Districts say they hope to also schedule in-person events to honor students, as guidelines allow
CLARK COUNTY — With a ban on large gatherings set to be extended well into late Spring or early Summer, Clark County school districts are trying to figure out the best way to move ahead with graduation ceremonies, especially for high school seniors.
While several districts are still working to figure out the best approach, Battle Ground and Evergreen will move ahead with a virtual graduation ceremony, using Herff-Jones, a company that specializes in graduation apparel, diplomas, gowns, stolls, and more.
Hockinson School District is using Jostens, a yearbook company, which will take submitted videos and produce the final ceremony video to be available online.
Vancouver and Ridgefield said they are still seeking feedback and working on plans they hope to announce next week.
“We all were hoping that we could celebrate in person our seniors’ very special year,” said Battle Ground Superintendent Mark Ross during this week’s board meeting. “Unfortunately, a lot of the data is not conclusive out there as far as the options that are available to us.”
Ross says that any of the companies they looked at for a virtual graduation need at least a month of lead time in order to get a project done, meaning they needed to make a decision soon, rather than wait to find out if in-person gatherings might be allowed in time for ceremonies in June.

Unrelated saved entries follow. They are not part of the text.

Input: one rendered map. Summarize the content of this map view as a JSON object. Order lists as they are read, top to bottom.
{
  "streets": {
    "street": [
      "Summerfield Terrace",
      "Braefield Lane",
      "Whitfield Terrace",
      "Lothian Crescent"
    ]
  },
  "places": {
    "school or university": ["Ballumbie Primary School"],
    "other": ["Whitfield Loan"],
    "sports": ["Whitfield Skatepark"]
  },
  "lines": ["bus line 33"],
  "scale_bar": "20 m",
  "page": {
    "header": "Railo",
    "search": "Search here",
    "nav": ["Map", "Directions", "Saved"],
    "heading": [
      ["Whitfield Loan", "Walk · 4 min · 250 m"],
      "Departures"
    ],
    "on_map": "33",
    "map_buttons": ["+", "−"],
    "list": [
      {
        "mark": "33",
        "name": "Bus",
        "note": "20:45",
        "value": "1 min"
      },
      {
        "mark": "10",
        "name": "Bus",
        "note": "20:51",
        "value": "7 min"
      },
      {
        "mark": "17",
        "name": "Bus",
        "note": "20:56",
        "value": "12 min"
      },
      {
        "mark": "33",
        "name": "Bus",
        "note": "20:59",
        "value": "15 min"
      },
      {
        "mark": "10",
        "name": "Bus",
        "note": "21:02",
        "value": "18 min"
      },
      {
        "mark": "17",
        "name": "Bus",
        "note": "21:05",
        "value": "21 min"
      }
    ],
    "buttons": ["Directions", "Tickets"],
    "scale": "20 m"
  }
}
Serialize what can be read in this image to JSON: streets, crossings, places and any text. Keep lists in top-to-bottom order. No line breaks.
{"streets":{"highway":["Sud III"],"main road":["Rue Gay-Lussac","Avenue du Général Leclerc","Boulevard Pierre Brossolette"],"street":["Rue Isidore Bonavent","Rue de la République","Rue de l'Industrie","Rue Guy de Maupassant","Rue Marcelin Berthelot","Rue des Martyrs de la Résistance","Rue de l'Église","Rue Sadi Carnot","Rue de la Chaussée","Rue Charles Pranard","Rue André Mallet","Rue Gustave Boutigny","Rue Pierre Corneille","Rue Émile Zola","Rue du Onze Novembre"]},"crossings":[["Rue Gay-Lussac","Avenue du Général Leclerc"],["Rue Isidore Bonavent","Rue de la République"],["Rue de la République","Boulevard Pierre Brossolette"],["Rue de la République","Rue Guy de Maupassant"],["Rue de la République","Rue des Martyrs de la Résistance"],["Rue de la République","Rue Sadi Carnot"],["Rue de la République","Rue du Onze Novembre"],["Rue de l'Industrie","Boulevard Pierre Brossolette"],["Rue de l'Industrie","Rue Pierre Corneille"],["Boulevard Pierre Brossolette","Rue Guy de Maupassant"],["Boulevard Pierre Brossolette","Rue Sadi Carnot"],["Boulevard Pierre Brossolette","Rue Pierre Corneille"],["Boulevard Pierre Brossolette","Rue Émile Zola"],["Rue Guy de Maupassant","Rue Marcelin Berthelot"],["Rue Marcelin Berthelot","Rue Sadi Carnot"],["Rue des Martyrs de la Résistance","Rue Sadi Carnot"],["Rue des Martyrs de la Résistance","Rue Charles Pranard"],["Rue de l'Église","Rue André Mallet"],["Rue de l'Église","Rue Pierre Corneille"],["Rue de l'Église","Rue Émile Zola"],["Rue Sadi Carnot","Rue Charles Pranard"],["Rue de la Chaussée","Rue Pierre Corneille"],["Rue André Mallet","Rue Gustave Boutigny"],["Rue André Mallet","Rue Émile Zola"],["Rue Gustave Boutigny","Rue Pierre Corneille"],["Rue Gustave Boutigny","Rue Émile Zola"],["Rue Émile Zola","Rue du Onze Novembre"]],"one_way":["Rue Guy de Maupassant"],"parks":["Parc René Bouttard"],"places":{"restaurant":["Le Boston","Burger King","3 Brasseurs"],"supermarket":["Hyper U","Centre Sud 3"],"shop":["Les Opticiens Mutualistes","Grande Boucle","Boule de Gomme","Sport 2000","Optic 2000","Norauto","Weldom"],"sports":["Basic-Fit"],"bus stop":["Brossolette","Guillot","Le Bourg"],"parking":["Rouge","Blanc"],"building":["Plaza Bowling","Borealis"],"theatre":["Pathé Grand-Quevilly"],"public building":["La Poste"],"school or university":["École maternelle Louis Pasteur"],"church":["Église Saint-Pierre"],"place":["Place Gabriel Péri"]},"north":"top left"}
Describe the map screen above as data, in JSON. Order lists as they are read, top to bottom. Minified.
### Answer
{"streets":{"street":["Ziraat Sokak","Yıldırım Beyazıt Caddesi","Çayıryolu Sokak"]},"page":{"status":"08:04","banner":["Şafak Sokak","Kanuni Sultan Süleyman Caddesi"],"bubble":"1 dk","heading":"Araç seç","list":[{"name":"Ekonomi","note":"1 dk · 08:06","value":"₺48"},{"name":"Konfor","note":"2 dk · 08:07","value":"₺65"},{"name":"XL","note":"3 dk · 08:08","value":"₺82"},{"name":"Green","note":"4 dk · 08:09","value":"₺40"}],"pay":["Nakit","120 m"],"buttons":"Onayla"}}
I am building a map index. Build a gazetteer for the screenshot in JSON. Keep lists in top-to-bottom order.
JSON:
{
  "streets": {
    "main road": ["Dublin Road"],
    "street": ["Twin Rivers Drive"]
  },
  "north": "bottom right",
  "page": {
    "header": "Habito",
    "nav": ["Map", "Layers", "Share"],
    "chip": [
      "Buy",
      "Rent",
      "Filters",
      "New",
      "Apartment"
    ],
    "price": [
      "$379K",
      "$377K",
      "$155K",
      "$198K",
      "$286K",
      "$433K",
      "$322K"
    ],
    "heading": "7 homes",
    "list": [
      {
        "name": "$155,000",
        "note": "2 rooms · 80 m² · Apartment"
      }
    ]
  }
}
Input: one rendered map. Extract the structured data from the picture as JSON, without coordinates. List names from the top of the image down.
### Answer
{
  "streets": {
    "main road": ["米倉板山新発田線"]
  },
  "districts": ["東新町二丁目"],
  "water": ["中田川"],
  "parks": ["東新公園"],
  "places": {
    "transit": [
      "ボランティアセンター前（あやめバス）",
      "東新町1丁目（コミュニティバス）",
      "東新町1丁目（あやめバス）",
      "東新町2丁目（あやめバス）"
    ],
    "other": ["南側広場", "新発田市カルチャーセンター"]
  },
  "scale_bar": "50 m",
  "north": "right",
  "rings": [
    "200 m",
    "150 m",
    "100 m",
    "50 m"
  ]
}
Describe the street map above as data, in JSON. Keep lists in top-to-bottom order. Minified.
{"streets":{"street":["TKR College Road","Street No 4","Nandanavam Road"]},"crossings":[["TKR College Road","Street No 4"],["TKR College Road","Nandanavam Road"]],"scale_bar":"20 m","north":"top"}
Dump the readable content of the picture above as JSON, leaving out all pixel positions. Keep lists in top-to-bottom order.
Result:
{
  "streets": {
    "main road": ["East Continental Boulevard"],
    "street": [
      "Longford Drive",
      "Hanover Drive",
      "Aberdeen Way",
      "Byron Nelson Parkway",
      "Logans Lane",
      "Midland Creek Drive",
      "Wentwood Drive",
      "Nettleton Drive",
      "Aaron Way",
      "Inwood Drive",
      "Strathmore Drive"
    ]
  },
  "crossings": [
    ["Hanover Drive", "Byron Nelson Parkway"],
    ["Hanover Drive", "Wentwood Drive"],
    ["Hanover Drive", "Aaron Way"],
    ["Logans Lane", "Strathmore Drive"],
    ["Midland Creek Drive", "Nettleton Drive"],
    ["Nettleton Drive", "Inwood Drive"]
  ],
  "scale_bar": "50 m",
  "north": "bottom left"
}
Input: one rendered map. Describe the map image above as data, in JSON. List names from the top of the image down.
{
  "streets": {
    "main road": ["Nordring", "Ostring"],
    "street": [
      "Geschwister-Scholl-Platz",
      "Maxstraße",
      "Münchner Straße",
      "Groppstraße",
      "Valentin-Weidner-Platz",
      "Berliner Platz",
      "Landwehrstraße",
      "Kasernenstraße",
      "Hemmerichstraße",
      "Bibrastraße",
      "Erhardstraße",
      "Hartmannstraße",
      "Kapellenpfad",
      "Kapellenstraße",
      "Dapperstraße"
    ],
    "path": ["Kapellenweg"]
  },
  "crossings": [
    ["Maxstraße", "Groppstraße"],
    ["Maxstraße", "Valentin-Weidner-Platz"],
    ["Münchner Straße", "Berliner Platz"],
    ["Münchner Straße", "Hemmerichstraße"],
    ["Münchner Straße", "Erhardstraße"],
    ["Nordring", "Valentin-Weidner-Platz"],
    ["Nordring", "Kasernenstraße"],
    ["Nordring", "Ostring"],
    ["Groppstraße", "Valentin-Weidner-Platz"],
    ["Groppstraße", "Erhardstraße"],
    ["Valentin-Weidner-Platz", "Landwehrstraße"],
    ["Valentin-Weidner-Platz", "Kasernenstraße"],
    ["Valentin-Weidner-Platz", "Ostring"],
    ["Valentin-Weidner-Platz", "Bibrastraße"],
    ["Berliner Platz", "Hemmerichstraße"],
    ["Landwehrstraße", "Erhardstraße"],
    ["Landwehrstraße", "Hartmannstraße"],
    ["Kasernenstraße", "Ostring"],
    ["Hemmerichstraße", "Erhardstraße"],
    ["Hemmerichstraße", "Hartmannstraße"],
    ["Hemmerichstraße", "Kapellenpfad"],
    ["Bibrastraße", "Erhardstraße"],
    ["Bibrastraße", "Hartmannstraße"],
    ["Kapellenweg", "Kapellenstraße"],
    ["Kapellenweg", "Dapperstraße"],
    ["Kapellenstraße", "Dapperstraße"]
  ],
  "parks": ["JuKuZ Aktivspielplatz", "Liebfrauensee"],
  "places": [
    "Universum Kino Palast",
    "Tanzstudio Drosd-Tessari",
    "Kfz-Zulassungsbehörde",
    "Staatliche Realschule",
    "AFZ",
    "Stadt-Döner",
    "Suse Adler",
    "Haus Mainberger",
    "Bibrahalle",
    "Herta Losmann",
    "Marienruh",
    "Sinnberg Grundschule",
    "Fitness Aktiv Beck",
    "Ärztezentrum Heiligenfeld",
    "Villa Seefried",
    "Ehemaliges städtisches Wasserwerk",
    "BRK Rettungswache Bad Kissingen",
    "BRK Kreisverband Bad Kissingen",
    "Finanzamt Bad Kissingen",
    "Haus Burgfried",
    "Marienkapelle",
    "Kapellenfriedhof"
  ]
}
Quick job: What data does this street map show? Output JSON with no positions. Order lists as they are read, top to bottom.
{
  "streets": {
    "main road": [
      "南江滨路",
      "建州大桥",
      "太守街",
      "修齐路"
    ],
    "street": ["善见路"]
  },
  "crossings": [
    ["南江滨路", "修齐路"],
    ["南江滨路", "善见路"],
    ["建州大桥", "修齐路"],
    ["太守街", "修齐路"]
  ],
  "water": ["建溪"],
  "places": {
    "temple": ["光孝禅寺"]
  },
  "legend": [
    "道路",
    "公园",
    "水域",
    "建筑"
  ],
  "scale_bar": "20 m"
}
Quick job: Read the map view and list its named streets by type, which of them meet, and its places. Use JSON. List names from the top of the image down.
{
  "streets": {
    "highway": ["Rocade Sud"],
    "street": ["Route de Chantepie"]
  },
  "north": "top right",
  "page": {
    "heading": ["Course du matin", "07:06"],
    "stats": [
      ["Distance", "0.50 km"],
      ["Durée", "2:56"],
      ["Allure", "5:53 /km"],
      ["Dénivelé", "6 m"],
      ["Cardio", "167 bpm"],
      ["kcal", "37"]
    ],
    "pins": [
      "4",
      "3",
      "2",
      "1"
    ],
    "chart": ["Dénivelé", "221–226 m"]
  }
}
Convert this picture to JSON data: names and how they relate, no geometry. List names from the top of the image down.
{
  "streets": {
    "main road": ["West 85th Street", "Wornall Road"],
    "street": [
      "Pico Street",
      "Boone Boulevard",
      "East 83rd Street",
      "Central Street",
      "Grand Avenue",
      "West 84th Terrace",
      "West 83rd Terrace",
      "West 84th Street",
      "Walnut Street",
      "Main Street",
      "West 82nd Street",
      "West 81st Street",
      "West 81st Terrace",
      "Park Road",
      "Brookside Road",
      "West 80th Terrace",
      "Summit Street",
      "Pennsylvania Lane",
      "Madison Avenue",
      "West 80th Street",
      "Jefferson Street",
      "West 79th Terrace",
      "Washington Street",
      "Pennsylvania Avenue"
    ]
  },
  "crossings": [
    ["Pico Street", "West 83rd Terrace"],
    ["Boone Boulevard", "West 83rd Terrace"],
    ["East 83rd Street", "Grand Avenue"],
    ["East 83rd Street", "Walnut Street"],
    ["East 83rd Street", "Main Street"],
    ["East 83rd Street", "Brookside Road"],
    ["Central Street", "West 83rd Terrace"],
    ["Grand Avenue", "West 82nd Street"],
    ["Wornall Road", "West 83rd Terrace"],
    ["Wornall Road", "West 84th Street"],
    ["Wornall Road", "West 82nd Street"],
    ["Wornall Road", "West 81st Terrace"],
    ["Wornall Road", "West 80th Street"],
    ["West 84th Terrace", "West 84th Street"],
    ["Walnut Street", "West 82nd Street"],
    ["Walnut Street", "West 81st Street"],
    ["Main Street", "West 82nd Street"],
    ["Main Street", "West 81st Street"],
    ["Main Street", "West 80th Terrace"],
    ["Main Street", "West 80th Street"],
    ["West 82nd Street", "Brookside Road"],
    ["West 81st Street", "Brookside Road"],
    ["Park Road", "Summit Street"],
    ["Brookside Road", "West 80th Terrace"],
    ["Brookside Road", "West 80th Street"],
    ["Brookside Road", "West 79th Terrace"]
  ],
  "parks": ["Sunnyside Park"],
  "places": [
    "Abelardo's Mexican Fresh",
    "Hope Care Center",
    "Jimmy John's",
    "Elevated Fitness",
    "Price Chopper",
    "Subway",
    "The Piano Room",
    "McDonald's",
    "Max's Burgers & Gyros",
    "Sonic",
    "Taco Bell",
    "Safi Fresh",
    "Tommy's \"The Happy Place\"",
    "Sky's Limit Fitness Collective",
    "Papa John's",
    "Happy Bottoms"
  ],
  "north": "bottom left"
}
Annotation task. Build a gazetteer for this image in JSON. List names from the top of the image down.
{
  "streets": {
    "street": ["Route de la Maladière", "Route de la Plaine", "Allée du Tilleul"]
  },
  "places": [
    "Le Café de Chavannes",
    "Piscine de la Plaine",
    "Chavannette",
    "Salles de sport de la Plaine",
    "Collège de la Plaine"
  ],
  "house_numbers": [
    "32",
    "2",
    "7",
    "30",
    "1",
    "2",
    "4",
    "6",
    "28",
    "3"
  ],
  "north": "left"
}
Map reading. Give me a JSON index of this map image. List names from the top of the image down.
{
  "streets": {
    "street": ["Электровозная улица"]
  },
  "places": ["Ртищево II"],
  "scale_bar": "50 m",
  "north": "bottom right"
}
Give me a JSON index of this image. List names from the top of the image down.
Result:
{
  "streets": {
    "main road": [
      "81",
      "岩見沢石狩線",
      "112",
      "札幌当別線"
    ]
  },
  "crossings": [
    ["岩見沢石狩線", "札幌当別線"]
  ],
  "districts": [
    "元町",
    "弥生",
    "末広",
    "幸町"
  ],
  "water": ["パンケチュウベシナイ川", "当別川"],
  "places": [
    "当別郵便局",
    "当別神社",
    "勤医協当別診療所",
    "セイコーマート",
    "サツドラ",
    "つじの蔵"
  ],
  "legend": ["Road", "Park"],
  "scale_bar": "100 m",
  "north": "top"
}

“We’ve talked about perhaps delaying graduation ceremonies, perhaps even into the fall, in August and September,” said Ross. “We run into some problems with that, in that, of course, students would be potentially off to college, off to the military, off to jobs.”
There was also discussion about limiting graduations to seniors only, but that would still be a large group, said Ross, and there was no way to know if gatherings that size might be allowed in time.
The cost to Battle Ground School District is expected to be around $12,000, or approximately $12 per student. That money will come out of contingency funding available to the district, and was approved 5-0 by the board members on Monday night.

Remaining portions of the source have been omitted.